In a scene similar to the blood pirates in Gorakhpur, India, the only thing that mattered was the quantity of blood, not the collection processes. To save money on collection, untrained techs reused needles between patients and spread the HIV virus throughout the donor pools. Soon Henan had one of the highest rates of AIDS in all of China. After years of unsafe protocols, the government eventually stopped paying for blood, but the damage was already done.

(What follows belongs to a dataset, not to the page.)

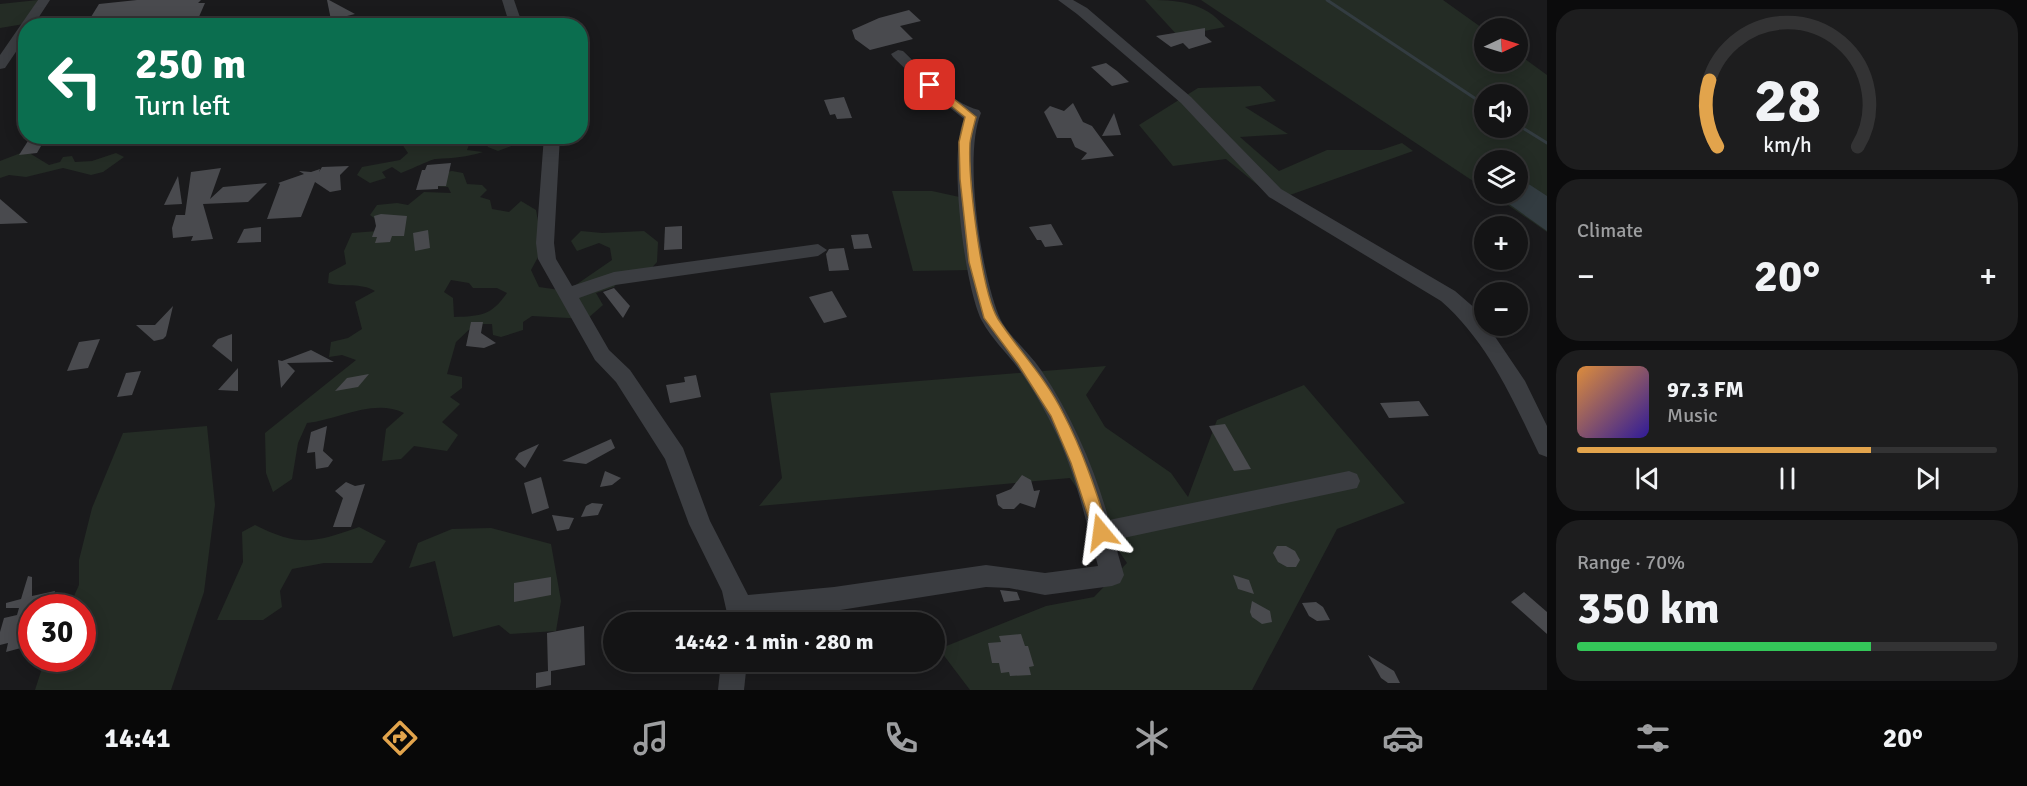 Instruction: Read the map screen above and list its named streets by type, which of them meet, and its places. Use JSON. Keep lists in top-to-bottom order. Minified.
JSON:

In 2002, however, biotech investors turned the blood-collection-induced AIDS epidemic into an opportunity for clinical research. They began to scout through the former blood donors for test subjects on whom they could test an experimental AIDS treatment. A pilot study in 2003 conducted by California-based Viral Genetics took on thirty-four treatment-naive subjects in Henan who were in the final stages of the disease. Their condition was so far advanced that traditional antiretrovirals would not be effective. The hope was that an experimental drug called VGV-1 could restore the effectiveness of the older generation of drugs and give AIDS patients a slightly longer prognosis. They were ideal candidates because the government had never given them treatment for their HIV.

The clinical trial was the first chance that most of the former blood donors had to seek medical attention at all. When the trial started they were not offered any information about the risks or even about how the drug might help their prognosis (it wouldn’t). With the help of an international network of activists the group managed to get word to the institutional review board in America responsible for green-lighting trial designs. The board responded that the trial might have needed some cosmetic changes in its informed consent policies.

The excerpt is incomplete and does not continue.